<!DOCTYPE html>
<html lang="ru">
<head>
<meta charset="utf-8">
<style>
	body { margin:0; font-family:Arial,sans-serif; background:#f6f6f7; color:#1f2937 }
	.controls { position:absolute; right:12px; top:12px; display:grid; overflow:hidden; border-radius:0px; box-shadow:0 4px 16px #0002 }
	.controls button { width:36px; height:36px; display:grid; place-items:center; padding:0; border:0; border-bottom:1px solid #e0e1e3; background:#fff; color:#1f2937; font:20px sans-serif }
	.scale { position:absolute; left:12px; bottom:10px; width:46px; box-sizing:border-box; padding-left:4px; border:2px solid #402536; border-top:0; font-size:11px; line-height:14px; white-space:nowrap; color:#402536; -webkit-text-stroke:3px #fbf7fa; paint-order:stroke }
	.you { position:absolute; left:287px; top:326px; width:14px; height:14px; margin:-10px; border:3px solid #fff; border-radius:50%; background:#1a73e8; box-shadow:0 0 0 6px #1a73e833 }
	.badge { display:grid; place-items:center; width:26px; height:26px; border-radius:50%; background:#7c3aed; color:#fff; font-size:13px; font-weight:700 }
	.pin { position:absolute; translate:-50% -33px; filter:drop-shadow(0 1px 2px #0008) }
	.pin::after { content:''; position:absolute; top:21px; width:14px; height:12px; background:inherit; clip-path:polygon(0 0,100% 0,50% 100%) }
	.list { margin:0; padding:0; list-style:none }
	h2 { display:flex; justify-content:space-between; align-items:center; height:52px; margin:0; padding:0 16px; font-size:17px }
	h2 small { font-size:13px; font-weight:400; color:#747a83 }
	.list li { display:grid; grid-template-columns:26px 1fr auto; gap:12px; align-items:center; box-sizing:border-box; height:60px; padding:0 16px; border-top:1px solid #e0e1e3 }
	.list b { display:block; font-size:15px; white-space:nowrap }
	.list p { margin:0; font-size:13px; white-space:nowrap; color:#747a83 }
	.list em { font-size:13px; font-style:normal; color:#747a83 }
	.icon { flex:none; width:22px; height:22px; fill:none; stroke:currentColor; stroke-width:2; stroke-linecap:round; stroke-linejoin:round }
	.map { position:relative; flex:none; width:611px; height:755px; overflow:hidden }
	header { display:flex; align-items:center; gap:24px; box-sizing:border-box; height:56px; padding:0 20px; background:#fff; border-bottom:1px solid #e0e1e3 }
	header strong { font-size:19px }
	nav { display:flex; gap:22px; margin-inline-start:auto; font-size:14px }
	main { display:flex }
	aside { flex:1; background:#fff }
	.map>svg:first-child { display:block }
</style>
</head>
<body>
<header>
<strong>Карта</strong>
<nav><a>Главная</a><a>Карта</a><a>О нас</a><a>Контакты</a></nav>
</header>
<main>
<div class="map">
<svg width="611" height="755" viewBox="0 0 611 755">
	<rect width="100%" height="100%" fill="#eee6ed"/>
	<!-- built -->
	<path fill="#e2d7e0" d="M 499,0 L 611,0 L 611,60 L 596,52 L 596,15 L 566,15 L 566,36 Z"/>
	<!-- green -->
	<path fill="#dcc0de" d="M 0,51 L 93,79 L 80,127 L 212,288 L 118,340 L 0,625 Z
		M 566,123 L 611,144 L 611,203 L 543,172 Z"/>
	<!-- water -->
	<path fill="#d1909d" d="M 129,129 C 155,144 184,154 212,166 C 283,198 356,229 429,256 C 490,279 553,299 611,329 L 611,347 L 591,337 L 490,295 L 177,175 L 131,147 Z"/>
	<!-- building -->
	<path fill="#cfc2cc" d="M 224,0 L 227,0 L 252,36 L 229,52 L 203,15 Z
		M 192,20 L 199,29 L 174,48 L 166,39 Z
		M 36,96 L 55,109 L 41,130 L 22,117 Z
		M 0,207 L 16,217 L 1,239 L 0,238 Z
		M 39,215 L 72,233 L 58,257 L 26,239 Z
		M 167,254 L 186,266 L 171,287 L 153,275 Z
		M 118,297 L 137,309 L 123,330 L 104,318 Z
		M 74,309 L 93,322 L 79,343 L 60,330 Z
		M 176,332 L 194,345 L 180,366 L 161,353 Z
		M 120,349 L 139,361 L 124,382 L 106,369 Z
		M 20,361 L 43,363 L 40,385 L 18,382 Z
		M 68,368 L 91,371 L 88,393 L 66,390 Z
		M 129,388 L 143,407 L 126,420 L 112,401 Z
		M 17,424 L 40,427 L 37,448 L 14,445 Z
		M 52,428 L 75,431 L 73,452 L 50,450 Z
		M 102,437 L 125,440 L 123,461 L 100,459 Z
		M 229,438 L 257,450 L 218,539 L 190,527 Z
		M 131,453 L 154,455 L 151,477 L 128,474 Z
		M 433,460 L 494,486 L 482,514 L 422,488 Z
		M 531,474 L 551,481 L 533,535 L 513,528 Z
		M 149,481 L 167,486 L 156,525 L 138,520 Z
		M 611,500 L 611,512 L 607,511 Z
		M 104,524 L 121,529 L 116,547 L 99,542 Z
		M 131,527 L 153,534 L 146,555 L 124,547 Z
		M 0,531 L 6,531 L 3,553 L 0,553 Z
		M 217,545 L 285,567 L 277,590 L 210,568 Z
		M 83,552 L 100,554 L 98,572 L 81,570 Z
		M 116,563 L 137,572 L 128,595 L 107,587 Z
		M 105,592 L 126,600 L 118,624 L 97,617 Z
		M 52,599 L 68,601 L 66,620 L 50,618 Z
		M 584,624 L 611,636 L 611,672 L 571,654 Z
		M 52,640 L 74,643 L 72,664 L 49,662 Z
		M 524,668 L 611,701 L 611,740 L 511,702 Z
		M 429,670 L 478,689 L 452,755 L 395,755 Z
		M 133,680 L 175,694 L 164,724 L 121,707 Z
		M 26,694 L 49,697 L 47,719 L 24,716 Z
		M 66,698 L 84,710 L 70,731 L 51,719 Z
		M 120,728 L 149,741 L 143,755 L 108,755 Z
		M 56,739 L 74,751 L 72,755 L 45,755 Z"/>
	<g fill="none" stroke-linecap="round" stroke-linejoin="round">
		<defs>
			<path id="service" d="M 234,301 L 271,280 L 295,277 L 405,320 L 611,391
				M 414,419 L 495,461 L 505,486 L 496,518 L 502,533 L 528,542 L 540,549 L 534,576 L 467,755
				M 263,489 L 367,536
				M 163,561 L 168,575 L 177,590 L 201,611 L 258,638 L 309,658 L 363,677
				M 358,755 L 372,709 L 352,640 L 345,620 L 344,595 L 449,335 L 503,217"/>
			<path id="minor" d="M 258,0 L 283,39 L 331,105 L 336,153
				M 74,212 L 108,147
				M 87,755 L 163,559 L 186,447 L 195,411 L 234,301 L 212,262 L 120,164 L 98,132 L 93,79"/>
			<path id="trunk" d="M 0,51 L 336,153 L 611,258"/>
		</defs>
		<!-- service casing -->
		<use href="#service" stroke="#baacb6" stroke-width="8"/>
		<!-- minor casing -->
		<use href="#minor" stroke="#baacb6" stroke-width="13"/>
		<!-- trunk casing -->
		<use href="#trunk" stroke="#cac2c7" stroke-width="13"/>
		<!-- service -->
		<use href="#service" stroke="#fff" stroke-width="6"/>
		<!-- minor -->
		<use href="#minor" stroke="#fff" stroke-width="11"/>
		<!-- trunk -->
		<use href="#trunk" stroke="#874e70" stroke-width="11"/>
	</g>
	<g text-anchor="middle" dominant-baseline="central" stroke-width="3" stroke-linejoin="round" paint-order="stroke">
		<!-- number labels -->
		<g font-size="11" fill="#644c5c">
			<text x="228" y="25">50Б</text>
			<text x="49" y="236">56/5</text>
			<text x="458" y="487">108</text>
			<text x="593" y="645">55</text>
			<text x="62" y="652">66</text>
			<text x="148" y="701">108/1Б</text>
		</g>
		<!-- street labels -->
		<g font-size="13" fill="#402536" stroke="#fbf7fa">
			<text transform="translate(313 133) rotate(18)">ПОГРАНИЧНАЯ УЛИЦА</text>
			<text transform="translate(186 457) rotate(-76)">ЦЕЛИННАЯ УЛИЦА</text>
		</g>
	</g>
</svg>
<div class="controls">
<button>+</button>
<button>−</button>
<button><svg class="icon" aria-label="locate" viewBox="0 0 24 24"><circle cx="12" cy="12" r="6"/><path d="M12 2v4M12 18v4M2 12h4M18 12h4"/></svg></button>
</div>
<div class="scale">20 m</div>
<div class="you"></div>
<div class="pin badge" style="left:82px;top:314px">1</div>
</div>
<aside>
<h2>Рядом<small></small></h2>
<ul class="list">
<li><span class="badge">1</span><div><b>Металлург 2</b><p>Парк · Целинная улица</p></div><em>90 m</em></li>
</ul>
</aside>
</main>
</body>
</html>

..............................

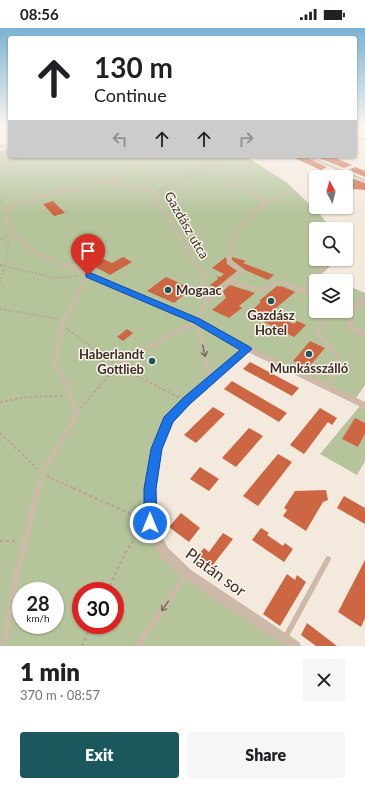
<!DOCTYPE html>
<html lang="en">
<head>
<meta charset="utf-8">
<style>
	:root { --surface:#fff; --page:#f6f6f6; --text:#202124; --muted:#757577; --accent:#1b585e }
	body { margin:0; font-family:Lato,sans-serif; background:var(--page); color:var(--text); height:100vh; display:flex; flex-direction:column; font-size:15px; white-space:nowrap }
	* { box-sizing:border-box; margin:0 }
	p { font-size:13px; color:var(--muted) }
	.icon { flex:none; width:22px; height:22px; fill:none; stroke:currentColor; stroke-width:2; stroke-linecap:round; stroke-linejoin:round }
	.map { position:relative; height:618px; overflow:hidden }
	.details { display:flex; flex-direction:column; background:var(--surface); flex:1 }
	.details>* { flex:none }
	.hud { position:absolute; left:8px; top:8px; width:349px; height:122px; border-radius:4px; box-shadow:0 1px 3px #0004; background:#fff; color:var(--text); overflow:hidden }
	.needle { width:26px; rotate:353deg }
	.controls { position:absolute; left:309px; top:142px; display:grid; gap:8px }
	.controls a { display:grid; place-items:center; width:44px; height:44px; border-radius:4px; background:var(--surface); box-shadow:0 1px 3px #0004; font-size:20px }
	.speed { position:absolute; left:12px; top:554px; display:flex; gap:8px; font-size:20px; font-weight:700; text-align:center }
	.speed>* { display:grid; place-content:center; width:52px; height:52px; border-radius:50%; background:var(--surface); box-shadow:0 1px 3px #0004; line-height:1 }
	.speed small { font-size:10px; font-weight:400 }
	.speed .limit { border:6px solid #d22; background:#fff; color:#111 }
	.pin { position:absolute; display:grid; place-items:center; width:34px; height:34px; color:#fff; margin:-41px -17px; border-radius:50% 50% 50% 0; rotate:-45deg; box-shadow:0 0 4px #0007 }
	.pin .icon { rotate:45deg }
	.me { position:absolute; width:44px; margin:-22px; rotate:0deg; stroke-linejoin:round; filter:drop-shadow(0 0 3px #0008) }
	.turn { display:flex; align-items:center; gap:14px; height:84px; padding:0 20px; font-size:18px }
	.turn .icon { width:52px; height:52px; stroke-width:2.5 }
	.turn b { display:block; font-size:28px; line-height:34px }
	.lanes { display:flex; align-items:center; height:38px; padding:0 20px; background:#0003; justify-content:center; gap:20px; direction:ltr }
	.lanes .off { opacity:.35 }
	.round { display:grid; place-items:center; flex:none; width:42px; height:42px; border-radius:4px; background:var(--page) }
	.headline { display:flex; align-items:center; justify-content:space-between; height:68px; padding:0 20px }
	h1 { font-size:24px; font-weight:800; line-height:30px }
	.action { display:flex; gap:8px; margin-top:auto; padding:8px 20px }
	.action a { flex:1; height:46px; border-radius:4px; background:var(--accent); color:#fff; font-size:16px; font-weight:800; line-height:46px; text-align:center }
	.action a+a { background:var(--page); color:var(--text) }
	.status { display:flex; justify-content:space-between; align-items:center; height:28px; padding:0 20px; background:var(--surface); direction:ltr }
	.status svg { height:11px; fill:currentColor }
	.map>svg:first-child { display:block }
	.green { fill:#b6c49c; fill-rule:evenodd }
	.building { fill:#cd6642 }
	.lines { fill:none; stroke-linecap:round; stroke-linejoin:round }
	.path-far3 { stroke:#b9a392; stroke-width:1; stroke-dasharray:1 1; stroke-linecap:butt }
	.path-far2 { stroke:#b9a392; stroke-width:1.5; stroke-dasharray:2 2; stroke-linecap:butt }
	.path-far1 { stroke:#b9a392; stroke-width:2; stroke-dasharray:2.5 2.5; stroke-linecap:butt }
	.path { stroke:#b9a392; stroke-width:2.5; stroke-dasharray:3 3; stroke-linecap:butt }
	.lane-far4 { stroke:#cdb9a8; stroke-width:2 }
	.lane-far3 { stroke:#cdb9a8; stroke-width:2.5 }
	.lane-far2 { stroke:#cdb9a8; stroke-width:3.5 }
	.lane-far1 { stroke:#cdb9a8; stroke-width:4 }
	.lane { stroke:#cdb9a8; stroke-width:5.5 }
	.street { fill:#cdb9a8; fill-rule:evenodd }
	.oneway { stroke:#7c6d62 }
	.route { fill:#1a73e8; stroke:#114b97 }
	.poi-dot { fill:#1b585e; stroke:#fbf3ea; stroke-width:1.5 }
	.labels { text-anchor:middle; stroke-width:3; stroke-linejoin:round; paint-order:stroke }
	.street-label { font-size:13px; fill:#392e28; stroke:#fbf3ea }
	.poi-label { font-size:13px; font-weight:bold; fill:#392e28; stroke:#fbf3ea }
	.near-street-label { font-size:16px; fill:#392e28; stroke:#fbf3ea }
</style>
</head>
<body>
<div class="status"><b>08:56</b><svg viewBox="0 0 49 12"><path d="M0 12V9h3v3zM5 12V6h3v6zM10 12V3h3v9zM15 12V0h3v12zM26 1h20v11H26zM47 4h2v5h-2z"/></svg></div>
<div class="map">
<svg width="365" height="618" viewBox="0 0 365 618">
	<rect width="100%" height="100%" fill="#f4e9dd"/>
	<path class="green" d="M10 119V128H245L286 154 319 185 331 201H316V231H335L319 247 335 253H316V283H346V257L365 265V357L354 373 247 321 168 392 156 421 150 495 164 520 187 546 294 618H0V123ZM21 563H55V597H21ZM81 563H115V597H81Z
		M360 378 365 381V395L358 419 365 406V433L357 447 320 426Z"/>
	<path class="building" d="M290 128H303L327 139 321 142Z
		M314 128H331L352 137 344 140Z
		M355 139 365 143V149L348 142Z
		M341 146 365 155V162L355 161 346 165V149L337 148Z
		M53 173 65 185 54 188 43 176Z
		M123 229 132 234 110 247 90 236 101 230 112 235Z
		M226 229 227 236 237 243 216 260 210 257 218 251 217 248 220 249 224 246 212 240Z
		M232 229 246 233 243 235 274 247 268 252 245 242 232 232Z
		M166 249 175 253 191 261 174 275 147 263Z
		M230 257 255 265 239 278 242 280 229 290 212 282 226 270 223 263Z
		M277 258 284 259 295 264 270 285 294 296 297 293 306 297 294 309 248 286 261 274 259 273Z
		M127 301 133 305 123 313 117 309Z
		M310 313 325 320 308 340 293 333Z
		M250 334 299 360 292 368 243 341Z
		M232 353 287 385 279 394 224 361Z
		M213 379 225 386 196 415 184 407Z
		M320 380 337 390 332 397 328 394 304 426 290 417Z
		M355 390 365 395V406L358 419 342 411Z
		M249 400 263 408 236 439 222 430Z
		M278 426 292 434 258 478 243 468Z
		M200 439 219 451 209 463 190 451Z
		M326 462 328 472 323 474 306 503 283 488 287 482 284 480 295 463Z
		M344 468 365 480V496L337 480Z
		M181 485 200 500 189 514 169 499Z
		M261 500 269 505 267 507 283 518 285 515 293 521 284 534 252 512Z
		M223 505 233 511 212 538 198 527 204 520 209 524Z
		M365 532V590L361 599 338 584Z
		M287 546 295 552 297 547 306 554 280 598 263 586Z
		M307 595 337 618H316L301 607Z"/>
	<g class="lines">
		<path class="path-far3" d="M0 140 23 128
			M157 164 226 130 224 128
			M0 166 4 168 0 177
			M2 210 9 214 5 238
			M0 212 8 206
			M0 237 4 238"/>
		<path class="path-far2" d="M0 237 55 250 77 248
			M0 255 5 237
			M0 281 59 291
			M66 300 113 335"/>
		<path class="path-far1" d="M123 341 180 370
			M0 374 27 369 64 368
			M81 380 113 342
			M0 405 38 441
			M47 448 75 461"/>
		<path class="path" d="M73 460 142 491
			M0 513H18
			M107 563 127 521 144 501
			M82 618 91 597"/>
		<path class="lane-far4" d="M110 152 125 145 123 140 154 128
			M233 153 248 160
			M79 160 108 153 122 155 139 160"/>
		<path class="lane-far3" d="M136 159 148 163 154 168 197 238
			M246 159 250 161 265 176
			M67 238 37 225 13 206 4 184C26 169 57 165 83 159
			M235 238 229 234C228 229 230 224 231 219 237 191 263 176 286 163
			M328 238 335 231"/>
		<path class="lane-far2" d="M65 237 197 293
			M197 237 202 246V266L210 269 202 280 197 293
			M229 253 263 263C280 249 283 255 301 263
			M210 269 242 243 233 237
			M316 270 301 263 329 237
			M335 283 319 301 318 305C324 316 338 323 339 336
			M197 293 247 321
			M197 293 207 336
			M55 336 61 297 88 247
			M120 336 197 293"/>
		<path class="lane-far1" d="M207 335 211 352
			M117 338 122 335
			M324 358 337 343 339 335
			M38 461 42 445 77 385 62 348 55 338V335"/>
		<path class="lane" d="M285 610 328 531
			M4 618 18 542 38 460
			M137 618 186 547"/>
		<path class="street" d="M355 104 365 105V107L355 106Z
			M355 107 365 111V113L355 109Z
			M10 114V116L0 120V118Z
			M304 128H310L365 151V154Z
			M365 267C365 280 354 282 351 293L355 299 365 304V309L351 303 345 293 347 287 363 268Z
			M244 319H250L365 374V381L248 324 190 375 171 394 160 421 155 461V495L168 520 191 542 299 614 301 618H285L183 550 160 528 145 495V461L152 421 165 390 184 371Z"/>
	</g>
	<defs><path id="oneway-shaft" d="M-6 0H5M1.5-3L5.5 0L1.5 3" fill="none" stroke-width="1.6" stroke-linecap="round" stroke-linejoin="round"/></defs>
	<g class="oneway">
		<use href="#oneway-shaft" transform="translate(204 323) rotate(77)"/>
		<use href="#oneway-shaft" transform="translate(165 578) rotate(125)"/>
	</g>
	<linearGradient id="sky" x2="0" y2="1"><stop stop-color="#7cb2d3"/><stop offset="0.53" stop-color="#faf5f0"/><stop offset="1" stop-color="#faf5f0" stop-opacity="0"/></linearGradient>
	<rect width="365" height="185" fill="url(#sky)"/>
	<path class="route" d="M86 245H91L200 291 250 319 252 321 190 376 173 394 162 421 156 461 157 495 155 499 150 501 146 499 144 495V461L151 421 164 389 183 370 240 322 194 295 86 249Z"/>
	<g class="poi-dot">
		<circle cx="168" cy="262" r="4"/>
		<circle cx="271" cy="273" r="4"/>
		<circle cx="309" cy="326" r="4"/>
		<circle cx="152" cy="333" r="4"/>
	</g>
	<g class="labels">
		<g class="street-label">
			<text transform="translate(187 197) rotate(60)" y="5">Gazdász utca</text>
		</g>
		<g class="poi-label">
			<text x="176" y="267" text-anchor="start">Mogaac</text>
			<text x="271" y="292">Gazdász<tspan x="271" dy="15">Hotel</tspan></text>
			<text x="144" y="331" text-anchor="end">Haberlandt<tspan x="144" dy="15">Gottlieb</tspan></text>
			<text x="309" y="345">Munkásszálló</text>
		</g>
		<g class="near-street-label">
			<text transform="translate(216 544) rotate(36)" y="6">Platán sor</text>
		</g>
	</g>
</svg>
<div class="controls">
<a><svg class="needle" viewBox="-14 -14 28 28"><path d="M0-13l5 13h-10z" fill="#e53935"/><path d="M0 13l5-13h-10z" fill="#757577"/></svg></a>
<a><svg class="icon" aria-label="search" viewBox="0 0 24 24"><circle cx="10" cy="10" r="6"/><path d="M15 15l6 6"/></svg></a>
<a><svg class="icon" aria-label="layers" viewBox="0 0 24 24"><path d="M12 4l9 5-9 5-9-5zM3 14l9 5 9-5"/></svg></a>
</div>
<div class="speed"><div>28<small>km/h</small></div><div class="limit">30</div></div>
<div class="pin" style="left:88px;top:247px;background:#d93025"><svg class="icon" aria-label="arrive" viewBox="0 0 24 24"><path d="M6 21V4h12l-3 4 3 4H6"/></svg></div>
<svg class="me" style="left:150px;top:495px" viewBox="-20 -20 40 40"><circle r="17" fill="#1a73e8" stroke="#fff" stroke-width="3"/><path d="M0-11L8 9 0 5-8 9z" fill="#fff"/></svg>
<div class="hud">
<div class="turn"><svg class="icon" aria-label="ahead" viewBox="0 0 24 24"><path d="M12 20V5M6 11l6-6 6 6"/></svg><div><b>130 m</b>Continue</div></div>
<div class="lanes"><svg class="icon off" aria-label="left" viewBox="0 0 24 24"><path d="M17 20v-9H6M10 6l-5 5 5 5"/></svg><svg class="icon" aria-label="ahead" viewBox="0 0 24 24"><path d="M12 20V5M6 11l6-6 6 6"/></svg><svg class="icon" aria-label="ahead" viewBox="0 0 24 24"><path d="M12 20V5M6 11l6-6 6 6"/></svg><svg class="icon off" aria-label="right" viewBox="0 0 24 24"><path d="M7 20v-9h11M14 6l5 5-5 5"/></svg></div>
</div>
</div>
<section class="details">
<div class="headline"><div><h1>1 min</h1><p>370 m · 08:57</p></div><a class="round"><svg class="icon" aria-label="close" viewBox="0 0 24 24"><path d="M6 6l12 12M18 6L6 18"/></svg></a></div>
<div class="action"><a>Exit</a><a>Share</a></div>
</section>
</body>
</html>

..............................

### Exercise requirements
What lines above hold the word "speed"? Pull each one out.

### Exercise result
	.speed { position:absolute; left:12px; top:554px; display:flex; gap:8px; font-size:20px; font-weight:700; text-align:center }
	.speed>* { display:grid; place-content:center; width:52px; height:52px; border-radius:50%; background:var(--surface); box-shadow:0 1px 3px #0004; line-height:1 }
	.speed small { font-size:10px; font-weight:400 }
	.speed .limit { border:6px solid #d22; background:#fff; color:#111 }
<div class="speed"><div>28<small>km/h</small></div><div class="limit">30</div></div>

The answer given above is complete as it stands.